Here are some Birmingham Particle Physics results for the HEP-SPEC06 (HS06) 32-bit benchmark (graphs bordered green), and its 64-bit equivalent (graphs bordered orange), which are customised versions of the SPEC CPU2006 benchmark.
The result of this benchmark for a particular setup is often quoted as a single figure: HEP-SPEC06 per core: the HEP-SPEC06 result divided by the number of benchmark streams, when the number of benchmark streams equals the number of cores. But the range of results for different numbers of benchmark streams is interesting too, and helps (along with other factors like network bandwidth) decide how many cpu streams should be configured for a particular setup.

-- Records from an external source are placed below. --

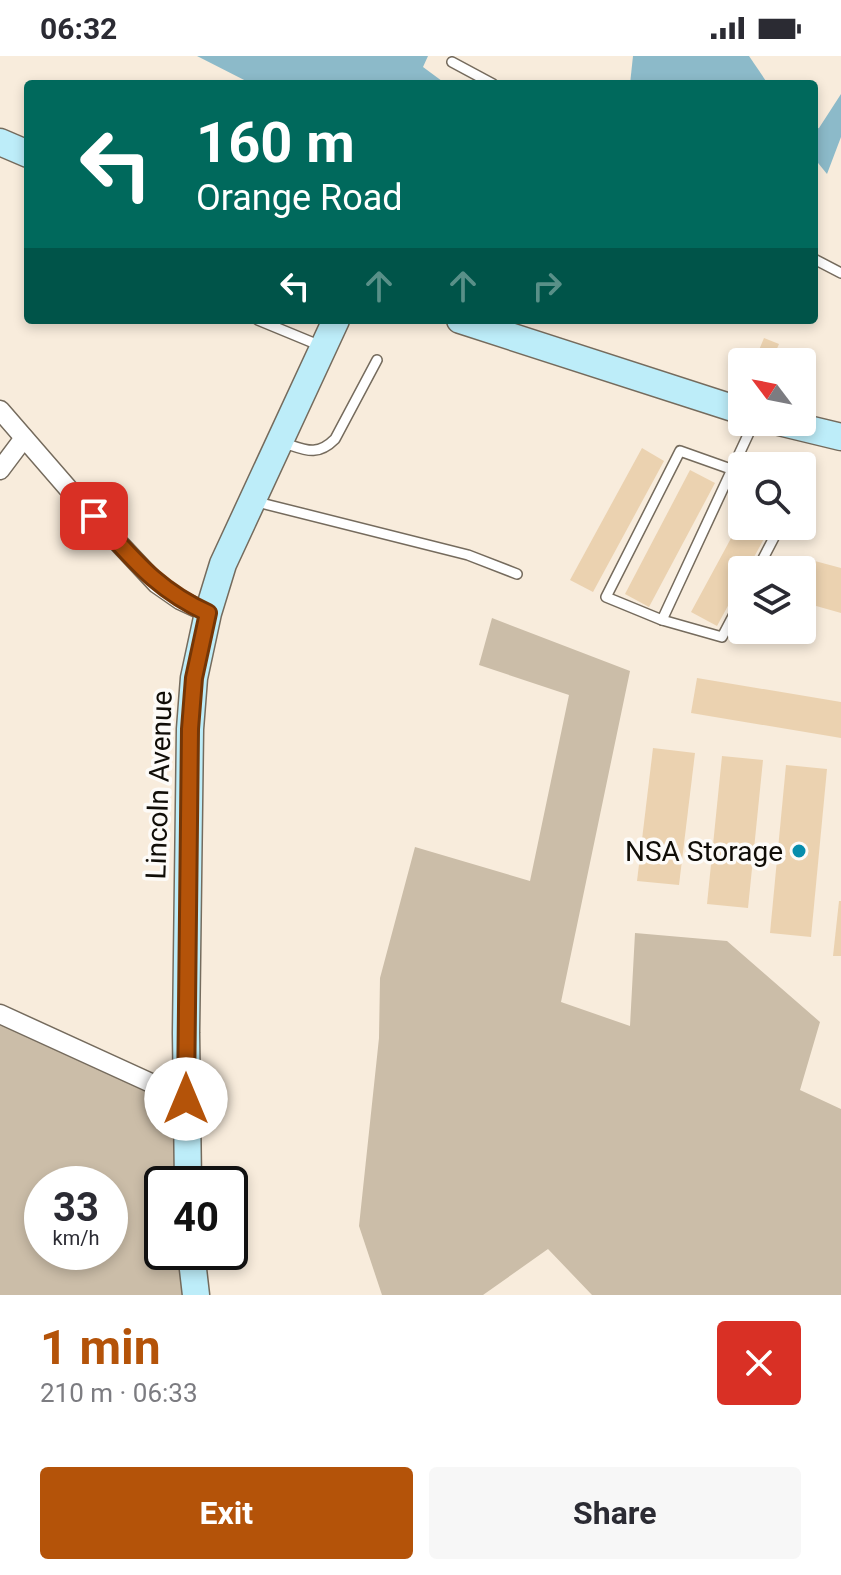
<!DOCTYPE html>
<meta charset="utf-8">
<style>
body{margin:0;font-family:Roboto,sans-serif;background:#f7f7f7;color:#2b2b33;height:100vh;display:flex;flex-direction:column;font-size:30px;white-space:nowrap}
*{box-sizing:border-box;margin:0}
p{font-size:26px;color:#7c7c81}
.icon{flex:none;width:44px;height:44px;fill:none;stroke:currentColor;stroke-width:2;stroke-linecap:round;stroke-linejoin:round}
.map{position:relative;height:1239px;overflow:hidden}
.sheet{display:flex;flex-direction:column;background:#fff;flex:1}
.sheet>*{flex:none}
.banner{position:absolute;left:24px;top:24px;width:794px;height:244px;border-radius:8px;box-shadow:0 4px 12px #0003;background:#00695c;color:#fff;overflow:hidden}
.needle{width:52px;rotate:302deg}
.controls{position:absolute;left:728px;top:292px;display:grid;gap:16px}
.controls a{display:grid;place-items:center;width:88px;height:88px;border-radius:8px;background:#fff;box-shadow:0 4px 12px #0003;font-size:40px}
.speed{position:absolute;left:24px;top:1110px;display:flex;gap:16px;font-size:40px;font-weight:700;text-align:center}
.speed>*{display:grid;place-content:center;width:104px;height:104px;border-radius:50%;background:#fff;box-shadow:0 4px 12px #0003;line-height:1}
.speed small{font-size:20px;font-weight:400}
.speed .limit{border:4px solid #111;border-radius:12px;background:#fff;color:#111}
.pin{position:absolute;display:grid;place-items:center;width:68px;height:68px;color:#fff;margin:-34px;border-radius:16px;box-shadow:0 4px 12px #0006}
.me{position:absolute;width:88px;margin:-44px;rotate:0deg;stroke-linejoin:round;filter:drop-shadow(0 0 6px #0008)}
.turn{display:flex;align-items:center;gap:28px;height:168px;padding:0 40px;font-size:36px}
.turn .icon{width:104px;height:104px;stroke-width:2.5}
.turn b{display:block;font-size:56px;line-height:68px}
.lanes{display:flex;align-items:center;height:76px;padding:0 40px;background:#0003;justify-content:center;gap:40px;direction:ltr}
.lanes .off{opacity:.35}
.round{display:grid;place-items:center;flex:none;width:84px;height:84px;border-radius:8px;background:#f7f7f7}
.headline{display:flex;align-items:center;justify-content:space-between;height:136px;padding:0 40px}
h1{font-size:48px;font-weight:700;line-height:60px;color:#b45309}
.cta{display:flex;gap:16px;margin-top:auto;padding:16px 40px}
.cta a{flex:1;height:92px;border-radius:8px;background:#b45309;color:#fff;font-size:32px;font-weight:700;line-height:92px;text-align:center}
.cta a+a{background:#f7f7f7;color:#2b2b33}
.status{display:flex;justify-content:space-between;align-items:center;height:56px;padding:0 40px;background:#fff;direction:ltr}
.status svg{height:22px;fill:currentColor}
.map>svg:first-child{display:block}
.green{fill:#cbbda8;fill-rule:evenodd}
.water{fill:#8cbac9}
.building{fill:#ebd2b0}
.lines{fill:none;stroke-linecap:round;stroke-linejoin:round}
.lane-casing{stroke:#756b5d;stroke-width:12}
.street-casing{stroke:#756b5d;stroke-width:21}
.secondary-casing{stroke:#756b5d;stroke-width:29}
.lane{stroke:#fff;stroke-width:9}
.street{stroke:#fff;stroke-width:18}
.secondary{stroke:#bdedf9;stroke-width:26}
.route-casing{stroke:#753606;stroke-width:20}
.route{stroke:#b45309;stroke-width:14}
.poi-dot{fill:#068dac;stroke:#fdfbf8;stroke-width:3}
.labels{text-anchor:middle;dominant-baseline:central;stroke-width:7;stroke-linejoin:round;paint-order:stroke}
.street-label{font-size:28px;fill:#100d07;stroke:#fdfbf8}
.poi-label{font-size:28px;fill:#100d07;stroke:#fdfbf8;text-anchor:end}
</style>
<div class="status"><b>06:32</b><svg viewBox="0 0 49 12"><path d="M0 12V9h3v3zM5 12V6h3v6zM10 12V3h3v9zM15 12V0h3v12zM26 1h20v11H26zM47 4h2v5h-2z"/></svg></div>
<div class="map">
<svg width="841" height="1239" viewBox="0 0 841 1239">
<rect width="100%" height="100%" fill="#f8ecdc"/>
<g class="green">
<path d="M492 562 630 615 561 946 630 970 635 877 727 885 820 966 800 1034 841 1053V1239H592L548 1193 483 1239H382L359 1170 379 982 380 922 415 791 530 825 569 639 479 609Z"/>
<path d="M0 948 183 1040 185 1128H162V1196H194L201 1239H0ZM42 1128H110V1196H42Z"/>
</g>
<g class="water">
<path d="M197 0H428L423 11 446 28H252Z"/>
<path d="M633 0H749L768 28H630Z"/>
<path d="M841 38V81L827 118 814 102V73L819 72Z"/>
</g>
<g class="building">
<path d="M764 282 779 288 771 306H754Z"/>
<path d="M642 392 664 405 593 536 570 524Z"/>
<path d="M690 414 715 427 649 551 625 538Z"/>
<path d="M742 462V470H771L747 514H742V524L717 570 691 556Z"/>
<path d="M800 501 841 512V557L802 546V514H796Z"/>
<path d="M697 622 841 646V682L691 657Z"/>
<path d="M653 692 695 697 679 829 637 825Z"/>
<path d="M722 700 763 704 748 852 707 848Z"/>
<path d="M786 709 827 713 811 881 770 877Z"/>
<path d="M839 845H841V900H833Z"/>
</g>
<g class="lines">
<defs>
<g id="lane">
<path d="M452 6 493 28"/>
<path d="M814 203 841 217"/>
<path d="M258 264 321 290"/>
<path d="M281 386C304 393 316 402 335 383L377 304"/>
<path d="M742 417 680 395 606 541 662 564 722 581 742 543"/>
<path d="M257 446 468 499 517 518"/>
<path d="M757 514 780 470"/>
<path d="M662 564 754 366"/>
</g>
<g id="street">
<path d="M0 354 72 437 157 528 180 544 208 557"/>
<path d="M0 414 24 382"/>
<path d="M0 958 186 1043"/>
</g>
<g id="secondary">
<path d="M0 86 28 98"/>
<path d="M460 264 742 355"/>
<path d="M779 366 841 381"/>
<path d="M188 1128 186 977 190 673 194 622 208 557 223 508 336 264"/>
<path d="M191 1196 196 1239"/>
</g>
</defs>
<use href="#lane" class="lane-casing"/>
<use href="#street" class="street-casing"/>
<use href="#secondary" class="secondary-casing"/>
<use href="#lane" class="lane"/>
<use href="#street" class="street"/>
<use href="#secondary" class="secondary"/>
</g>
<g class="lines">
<defs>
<path id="route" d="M94 460C132 501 155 533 208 557L194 622 190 673 186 1043"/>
</defs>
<use href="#route" class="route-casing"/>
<use href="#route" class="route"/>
</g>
<circle class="poi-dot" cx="799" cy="795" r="8"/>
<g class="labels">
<g class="street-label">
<text transform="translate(159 729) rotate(-88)">Lincoln Avenue</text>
</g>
<g class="poi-label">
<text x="783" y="795">NSA Storage</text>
</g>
</g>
</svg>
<div class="controls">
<a><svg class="needle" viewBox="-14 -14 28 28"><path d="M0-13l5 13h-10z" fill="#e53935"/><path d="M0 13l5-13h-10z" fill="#7c7c81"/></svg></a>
<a><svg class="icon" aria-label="search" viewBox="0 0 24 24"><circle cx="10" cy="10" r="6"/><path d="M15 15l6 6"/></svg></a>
<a><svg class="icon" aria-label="layers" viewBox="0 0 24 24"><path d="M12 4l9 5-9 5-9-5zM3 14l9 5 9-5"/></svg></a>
</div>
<div class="speed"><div>33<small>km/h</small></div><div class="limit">40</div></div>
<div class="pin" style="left:94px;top:460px;background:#d93025"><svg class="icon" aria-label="arrive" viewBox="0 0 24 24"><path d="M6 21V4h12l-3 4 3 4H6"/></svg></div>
<svg class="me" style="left:186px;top:1043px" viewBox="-20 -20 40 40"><circle r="19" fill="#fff"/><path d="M0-13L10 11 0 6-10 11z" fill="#b45309"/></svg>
<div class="banner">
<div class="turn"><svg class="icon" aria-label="left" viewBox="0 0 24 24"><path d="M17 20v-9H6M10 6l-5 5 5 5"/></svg><div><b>160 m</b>Orange Road</div></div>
<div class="lanes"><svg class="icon" aria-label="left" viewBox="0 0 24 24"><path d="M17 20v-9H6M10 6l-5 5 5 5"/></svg><svg class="icon off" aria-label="ahead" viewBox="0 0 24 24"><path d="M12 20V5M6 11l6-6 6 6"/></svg><svg class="icon off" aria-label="ahead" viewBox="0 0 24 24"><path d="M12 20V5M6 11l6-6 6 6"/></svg><svg class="icon off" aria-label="right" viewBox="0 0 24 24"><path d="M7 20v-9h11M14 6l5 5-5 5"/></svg></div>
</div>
</div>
<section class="sheet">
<div class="headline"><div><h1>1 min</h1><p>210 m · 06:33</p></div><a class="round" style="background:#d93025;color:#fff"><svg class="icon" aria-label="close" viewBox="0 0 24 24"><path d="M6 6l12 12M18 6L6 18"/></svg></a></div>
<div class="cta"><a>Exit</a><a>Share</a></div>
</section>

Above: Dell Poweredge 1950 machine, with 16GB memory, and one quad-core E5450 processor, system Fedora 12 64-bit, benchmark 32-bit.
Above: One node of a Supermicro twin machine, with 16GB memory per node, and two quad-core E5450 processors per node, system SL4.7 32-bit.
Above: Dell Poweredge R410 machine, with 12GB memory, and two quad-core E5520 processors (with hyperthreading), system SL5.4 64-bit, benchmark 64-bit. This processor released 2009Q1 belongs to codename Gainestown.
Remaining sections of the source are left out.